» EXERCISE INPUT
● ● ● ●

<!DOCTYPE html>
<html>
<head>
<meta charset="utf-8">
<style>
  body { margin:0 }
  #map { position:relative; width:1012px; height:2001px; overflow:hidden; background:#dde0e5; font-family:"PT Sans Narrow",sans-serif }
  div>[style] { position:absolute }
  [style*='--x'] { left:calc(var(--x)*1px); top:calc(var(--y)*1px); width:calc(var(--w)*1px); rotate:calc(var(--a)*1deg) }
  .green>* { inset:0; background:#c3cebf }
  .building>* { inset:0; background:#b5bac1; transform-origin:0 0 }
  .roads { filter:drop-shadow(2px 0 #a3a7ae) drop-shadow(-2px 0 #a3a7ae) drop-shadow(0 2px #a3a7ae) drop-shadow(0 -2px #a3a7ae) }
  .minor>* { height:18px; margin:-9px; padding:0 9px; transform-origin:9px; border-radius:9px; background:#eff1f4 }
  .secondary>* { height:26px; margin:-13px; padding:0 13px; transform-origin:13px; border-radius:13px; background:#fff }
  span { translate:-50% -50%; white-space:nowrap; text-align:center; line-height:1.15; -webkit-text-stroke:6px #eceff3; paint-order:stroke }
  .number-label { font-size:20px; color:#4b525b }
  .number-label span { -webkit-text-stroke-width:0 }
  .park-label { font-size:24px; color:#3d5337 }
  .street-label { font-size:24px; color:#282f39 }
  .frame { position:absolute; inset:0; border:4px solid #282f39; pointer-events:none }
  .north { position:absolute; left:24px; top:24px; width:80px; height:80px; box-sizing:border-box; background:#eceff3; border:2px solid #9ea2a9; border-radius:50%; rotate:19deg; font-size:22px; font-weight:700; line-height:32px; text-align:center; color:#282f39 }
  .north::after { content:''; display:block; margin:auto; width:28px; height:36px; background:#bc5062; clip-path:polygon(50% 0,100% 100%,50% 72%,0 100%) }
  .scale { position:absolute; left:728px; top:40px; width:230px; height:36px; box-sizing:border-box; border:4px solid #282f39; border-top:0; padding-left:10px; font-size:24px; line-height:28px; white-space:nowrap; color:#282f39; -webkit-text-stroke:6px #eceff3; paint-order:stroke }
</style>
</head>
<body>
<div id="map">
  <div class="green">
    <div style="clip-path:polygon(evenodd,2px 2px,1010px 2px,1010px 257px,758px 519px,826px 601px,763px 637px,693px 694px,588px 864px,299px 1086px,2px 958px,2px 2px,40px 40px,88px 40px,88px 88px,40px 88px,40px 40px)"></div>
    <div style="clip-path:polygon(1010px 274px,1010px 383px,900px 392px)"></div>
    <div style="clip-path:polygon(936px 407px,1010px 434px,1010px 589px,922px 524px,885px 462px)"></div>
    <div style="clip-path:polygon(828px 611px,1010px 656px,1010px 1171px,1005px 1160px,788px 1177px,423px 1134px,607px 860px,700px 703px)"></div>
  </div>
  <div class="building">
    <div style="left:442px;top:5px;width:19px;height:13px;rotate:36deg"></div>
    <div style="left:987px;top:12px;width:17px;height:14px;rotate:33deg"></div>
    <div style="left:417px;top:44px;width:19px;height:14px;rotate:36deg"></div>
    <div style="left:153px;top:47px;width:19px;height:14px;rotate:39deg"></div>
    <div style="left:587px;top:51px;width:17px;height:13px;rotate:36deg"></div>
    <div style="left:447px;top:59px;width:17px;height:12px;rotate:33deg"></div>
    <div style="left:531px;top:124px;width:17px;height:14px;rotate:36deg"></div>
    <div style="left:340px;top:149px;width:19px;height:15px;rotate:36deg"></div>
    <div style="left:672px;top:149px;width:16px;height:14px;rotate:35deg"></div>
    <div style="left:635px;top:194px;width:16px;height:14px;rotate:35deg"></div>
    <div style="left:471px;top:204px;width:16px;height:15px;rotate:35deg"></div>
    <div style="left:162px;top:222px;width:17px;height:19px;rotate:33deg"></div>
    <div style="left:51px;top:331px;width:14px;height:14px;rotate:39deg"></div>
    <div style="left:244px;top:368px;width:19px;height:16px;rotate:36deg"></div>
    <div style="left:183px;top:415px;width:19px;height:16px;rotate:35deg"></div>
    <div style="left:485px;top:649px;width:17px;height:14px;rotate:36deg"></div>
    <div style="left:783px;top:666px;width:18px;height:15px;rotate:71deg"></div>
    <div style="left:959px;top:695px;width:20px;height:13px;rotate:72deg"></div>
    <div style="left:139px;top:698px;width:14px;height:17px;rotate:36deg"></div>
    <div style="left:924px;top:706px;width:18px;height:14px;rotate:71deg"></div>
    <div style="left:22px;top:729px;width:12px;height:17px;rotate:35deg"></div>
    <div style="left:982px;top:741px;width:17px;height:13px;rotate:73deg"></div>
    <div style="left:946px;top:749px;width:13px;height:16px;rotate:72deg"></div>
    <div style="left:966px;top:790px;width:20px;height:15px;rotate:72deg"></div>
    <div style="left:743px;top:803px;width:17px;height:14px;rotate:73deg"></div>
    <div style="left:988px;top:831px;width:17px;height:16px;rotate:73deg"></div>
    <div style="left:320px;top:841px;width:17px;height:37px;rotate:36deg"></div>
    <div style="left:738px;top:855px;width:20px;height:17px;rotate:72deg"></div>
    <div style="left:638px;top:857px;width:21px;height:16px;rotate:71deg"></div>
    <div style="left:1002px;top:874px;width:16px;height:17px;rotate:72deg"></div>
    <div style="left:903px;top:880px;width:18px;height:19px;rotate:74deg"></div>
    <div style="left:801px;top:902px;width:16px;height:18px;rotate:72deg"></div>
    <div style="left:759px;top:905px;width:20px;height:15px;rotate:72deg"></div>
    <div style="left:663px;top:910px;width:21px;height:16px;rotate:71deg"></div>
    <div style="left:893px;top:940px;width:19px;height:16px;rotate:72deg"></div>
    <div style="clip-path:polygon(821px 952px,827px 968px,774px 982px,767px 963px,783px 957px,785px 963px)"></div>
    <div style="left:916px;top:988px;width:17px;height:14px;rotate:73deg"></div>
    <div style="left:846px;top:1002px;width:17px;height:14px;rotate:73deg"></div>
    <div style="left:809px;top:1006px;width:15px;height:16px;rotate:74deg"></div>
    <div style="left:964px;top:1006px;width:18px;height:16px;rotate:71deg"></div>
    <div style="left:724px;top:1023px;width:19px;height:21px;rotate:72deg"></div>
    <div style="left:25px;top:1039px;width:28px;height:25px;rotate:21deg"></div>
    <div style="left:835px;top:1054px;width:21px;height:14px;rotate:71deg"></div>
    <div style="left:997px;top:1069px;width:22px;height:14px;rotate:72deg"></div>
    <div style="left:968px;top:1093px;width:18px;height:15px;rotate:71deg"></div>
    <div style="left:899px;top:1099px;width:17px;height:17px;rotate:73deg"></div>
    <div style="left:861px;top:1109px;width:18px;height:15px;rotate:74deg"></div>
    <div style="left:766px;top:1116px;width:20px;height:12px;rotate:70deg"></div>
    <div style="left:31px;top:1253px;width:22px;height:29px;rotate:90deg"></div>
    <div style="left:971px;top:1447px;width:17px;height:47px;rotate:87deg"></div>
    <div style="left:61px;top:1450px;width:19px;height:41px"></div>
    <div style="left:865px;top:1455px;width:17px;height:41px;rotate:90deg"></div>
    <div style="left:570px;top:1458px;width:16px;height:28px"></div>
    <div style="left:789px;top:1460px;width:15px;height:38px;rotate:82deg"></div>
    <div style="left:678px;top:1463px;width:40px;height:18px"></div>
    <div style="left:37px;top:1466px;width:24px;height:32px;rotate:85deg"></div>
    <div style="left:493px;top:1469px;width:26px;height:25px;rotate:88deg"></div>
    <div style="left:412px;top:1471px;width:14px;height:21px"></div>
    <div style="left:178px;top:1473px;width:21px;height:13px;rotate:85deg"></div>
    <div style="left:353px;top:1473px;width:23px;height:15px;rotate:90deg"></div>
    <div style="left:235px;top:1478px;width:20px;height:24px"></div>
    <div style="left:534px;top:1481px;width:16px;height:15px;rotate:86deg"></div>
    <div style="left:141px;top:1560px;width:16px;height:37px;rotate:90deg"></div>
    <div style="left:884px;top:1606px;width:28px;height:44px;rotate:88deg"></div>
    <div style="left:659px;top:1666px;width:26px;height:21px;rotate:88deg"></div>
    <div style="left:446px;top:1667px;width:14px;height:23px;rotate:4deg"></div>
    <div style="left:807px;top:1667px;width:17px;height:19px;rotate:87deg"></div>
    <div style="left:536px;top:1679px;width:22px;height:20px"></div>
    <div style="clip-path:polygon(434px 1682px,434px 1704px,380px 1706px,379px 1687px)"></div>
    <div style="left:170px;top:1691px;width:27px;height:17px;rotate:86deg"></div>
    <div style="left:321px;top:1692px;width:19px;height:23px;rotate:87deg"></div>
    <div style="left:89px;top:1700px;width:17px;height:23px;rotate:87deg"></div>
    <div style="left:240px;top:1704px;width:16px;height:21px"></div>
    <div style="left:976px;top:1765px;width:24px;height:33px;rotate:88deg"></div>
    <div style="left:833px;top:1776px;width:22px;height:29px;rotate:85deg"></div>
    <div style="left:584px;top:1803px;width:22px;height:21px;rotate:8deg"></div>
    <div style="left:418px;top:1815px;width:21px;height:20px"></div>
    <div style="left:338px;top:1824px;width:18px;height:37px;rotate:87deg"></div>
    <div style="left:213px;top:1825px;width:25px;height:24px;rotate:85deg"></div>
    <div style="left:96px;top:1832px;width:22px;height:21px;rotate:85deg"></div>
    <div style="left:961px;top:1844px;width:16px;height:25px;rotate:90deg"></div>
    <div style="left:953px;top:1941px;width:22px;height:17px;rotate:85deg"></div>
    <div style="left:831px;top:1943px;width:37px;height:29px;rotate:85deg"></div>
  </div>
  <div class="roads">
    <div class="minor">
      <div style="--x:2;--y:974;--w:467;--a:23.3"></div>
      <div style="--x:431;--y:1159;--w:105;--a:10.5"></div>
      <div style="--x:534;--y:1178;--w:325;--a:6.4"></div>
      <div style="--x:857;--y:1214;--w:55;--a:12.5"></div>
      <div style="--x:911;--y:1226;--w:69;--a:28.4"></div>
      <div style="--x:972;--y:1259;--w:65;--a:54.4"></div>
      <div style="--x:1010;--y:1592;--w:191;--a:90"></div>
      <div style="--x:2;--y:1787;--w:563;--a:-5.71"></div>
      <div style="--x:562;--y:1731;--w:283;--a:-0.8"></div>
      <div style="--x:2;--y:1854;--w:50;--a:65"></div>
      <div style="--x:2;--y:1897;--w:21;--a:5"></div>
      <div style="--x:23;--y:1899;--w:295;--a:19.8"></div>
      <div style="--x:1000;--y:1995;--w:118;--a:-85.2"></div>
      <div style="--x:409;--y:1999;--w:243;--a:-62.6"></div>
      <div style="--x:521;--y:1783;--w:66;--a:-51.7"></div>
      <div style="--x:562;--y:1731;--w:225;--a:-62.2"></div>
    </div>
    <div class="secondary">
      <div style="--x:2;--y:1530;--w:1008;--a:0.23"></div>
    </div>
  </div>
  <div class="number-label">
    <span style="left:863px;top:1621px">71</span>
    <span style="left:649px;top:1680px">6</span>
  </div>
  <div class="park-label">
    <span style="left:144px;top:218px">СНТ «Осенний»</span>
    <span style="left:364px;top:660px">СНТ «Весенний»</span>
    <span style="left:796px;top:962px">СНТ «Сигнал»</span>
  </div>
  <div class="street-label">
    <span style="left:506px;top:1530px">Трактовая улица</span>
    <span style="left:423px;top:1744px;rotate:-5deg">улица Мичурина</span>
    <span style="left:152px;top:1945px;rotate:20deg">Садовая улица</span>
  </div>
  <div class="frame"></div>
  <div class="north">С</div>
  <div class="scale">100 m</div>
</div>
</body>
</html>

● ● ● ●

» WHAT THE EXERCISE ASKS
What are the lines, exactly as written above, from the line with "height:18px; margin:-9px; padding:0" to the line with "height:26px; margin:-13px; padding:0", both included? Output only those.

» ANSWER TO THE EXERCISE
  .minor>* { height:18px; margin:-9px; padding:0 9px; transform-origin:9px; border-radius:9px; background:#eff1f4 }
  .secondary>* { height:26px; margin:-13px; padding:0 13px; transform-origin:13px; border-radius:13px; background:#fff }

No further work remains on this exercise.